Yancoal Australia, one of the largest remaining listed coal miners, has warned of continued "difficult" conditions in the global market, with sluggish demand and rising export volumes forcing producers to cut costs.
The main focus is on cost reduction at the company's mines and the head office, it told shareholders at Friday's annual meeting. It expects the measures to yield higher profits.
The group is planning to boost output, which will rise to an estimated 24 million tonnes by 2017 from 14 million tonnes last year.
Over the past year, Yancoal finalised the acquisition of Gloucester Coal, elevating it to the ranks of one of the nation's largest coal producers.
With prices for coal exports remaining weak, Yancoal said it was pushing to cut production costs to less than $60 a tonne, from $65 now.
As part of this, it has signalled cutting overall costs by up to $380 million from next year, with about half the planned savings from optimising infrastructure, and the balance spread across head office functions and improvements in other areas such as coal blending.

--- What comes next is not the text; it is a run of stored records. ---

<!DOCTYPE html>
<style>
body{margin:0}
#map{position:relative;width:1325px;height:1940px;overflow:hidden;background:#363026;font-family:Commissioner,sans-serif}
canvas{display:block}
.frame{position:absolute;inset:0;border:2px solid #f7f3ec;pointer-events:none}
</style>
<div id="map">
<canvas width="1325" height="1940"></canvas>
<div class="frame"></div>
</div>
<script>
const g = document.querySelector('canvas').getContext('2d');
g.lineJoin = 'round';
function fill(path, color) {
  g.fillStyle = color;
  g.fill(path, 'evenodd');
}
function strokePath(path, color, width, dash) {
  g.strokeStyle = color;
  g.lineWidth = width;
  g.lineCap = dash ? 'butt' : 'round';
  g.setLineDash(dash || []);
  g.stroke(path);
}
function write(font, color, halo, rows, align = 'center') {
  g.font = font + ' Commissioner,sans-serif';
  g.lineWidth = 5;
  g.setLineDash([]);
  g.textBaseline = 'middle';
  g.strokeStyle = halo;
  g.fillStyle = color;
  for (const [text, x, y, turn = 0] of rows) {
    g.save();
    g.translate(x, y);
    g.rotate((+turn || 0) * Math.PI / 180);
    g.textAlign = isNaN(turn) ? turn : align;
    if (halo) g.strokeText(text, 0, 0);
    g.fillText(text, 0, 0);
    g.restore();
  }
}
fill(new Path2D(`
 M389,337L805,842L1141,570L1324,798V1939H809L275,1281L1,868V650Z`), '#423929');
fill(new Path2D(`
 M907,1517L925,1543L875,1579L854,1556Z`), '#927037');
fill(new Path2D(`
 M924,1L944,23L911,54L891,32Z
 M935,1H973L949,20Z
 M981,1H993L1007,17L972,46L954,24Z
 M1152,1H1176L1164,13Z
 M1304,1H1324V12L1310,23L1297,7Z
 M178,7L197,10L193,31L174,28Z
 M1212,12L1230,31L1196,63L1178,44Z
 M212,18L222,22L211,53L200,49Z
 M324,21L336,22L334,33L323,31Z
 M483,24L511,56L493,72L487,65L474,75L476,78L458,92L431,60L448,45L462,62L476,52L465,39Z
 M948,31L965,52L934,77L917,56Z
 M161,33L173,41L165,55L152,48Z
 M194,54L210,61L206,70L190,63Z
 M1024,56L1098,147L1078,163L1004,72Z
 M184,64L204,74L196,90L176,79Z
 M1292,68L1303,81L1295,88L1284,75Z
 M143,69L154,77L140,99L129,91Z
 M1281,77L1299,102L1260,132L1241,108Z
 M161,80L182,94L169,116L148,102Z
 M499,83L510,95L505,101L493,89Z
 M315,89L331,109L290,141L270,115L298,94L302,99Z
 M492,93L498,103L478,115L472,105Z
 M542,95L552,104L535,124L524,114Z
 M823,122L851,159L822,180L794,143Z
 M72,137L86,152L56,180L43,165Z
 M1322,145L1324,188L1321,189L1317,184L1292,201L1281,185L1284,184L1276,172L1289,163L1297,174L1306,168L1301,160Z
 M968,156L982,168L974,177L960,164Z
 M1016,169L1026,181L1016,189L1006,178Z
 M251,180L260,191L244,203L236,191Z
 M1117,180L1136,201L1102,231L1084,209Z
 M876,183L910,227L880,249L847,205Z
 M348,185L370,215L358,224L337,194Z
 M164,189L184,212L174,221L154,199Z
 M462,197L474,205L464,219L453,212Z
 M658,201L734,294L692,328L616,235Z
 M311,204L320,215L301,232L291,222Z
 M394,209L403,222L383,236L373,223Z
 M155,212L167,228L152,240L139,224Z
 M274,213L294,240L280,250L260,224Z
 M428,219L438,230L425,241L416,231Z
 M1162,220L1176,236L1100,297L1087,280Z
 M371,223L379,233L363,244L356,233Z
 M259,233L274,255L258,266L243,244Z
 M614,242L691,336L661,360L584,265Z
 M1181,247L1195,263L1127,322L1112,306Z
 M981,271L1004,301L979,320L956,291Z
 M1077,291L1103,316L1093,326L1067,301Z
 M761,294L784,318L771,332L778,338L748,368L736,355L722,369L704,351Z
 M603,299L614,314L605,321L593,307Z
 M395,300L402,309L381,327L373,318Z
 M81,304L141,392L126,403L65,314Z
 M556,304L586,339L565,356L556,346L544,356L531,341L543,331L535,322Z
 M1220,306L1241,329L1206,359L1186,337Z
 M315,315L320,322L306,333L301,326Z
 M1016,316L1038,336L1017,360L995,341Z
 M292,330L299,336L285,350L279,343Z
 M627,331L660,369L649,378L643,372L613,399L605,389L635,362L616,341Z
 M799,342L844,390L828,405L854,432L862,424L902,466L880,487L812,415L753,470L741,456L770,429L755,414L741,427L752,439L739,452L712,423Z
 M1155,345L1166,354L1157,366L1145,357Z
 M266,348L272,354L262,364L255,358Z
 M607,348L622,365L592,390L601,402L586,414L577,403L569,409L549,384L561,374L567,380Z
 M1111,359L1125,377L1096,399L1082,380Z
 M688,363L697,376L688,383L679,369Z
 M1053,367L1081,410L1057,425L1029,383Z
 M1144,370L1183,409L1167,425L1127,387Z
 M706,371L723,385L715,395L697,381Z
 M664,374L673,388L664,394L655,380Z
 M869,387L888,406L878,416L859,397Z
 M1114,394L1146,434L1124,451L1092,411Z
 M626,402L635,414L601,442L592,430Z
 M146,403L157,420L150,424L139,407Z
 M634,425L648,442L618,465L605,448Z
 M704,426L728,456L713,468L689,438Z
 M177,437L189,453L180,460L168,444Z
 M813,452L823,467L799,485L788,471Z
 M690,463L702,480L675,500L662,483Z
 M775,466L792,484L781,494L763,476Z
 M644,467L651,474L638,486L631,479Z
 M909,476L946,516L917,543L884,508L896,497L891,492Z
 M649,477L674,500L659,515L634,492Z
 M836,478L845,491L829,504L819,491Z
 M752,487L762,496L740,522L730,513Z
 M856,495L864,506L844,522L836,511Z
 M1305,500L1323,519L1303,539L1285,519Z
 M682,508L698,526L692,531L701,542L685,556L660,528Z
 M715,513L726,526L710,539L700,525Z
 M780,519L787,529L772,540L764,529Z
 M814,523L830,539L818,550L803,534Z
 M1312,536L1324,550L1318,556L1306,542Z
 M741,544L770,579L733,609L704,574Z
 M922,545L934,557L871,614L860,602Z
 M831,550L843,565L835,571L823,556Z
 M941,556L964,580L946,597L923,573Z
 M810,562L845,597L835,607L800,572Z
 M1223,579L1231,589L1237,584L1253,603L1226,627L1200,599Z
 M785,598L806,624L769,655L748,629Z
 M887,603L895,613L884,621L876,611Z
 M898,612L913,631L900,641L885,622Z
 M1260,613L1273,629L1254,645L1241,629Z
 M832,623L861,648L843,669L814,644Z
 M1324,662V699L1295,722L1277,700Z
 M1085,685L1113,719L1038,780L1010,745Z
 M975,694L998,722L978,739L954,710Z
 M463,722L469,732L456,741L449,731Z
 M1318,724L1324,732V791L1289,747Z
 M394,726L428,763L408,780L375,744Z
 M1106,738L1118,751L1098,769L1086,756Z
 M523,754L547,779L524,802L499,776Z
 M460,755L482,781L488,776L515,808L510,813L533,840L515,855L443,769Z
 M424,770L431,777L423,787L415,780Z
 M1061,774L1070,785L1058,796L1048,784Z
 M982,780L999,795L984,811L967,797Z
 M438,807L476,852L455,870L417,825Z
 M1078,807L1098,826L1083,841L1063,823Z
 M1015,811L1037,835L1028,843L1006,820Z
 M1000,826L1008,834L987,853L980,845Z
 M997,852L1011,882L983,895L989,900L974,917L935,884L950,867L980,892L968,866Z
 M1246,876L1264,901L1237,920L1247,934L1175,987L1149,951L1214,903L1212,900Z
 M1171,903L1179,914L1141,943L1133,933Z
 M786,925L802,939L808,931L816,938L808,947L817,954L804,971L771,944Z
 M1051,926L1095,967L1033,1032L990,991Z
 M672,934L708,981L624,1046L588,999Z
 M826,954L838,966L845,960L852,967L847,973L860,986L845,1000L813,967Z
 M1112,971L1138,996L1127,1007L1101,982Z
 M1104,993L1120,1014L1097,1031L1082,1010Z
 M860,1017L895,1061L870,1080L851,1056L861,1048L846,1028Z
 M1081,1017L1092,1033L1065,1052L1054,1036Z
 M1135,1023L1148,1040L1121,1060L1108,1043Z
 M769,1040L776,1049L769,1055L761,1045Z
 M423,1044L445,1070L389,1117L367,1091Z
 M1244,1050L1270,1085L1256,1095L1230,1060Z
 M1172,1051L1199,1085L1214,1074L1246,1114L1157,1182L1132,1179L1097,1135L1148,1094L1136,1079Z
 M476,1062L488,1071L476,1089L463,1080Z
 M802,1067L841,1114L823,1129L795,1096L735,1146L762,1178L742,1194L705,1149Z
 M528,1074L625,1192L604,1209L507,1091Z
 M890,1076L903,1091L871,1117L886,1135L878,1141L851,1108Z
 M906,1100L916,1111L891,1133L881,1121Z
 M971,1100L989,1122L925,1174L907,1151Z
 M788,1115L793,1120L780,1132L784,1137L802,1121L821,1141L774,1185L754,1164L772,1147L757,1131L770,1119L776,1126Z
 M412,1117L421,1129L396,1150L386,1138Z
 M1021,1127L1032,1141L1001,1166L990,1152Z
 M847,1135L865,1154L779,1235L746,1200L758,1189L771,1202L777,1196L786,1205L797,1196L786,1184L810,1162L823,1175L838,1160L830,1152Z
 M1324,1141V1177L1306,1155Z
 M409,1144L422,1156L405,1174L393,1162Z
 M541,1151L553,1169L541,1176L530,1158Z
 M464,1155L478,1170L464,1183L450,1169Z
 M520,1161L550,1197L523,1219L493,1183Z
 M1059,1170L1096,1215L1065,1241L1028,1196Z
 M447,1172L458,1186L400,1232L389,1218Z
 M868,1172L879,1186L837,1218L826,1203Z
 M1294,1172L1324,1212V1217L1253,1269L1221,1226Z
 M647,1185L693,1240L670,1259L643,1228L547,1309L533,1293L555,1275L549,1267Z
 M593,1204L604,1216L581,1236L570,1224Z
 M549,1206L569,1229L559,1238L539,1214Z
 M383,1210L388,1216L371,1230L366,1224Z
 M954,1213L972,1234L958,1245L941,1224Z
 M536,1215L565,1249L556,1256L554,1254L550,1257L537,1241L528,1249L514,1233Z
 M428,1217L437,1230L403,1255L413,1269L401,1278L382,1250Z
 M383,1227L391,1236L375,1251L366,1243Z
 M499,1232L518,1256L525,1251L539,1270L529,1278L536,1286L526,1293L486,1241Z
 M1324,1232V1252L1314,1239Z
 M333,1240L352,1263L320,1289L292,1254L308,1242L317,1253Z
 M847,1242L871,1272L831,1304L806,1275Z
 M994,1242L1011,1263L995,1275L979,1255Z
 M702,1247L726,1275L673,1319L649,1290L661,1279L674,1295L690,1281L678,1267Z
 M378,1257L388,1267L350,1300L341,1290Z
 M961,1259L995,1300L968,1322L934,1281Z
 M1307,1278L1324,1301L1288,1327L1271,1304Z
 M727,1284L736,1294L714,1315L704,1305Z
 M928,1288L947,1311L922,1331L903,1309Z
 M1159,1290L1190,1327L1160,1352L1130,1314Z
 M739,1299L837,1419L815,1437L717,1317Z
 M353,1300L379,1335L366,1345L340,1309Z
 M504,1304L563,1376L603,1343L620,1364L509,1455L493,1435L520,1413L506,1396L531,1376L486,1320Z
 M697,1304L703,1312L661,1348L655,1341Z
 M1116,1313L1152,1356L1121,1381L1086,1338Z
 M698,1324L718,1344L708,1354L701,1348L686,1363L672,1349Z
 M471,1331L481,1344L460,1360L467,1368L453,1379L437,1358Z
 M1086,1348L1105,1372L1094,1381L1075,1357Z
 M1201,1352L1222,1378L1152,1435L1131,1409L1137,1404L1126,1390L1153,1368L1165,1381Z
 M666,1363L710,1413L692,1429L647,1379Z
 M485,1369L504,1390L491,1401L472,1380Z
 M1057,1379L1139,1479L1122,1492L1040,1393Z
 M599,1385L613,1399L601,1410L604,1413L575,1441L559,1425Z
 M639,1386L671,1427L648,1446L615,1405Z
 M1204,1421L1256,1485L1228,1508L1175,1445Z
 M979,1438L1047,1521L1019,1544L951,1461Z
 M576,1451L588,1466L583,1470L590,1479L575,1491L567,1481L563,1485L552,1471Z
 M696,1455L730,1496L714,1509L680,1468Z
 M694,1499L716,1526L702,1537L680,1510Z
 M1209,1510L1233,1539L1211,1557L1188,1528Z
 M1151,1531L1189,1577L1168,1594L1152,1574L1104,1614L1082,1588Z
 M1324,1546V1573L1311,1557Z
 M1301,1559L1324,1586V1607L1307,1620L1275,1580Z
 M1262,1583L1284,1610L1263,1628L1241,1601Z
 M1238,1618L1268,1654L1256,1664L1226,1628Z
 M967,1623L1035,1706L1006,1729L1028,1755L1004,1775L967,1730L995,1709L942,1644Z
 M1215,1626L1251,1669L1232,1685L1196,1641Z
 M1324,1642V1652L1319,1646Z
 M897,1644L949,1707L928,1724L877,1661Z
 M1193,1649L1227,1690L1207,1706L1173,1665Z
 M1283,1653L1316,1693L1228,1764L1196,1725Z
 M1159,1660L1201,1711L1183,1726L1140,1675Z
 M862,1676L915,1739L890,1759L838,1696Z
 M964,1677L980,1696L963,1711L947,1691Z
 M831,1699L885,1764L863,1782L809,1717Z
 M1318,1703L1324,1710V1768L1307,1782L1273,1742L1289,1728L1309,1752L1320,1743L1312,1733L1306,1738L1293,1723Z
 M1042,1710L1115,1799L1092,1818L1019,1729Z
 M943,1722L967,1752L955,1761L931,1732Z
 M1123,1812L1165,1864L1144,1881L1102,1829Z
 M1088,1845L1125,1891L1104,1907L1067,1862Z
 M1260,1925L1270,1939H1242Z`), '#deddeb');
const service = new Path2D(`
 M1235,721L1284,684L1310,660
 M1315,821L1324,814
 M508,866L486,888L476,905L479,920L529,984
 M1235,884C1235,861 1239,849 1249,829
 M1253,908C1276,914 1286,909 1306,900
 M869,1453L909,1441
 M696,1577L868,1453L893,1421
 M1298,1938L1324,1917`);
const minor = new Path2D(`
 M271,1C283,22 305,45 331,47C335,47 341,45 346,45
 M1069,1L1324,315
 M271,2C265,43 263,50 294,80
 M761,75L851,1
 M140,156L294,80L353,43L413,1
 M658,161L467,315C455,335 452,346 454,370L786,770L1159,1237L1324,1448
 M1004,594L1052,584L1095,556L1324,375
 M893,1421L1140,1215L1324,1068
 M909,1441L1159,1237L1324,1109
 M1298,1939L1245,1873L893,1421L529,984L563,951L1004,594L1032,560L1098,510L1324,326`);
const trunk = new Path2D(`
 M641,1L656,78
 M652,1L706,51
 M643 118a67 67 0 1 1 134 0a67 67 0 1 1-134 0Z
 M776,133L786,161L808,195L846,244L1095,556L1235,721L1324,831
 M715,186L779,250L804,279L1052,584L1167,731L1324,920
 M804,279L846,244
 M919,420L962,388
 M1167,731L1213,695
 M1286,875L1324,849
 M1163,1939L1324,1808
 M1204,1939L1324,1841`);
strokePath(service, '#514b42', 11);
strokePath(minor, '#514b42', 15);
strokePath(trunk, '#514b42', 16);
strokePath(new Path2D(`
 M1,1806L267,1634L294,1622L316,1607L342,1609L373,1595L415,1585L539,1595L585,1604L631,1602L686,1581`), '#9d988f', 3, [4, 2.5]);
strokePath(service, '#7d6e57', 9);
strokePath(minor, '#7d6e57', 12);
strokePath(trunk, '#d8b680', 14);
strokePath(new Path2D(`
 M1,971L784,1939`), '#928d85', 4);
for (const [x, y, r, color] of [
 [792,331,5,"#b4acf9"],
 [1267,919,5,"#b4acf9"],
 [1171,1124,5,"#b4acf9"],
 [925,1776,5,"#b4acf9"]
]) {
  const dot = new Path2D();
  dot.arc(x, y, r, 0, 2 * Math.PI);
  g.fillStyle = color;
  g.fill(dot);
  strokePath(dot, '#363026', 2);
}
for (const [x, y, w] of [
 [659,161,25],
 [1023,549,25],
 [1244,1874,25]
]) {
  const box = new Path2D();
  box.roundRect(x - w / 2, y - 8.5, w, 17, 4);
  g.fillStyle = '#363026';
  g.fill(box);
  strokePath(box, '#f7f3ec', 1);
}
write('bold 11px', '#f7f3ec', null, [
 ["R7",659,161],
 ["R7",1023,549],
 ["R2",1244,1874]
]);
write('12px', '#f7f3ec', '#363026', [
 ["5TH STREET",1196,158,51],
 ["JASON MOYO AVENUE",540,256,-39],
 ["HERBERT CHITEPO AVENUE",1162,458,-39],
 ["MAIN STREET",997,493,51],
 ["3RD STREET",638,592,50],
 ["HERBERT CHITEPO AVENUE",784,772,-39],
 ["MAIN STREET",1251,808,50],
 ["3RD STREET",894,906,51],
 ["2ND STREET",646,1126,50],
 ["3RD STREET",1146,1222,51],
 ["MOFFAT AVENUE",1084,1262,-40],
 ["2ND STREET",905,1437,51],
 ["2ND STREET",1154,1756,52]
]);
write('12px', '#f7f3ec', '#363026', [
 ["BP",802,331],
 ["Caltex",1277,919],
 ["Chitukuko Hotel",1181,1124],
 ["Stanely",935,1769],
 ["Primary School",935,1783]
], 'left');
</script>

Coking and steaming coal prices are expected to remain subdued for the rest of the year.
With the spot price of hard coking coal trading below the recently negotiated second-quarter benchmark price, weak demand from the steel industry and increasing output from local producers, export prices will remain under pressure.
Strong supply growth from both Australia and Indonesia is forecast to outstrip demand growth for the next three years, resulting in a weak outlook for thermal coal prices.
The one positive may come from a weaker Australian dollar, which may help increase profit margins.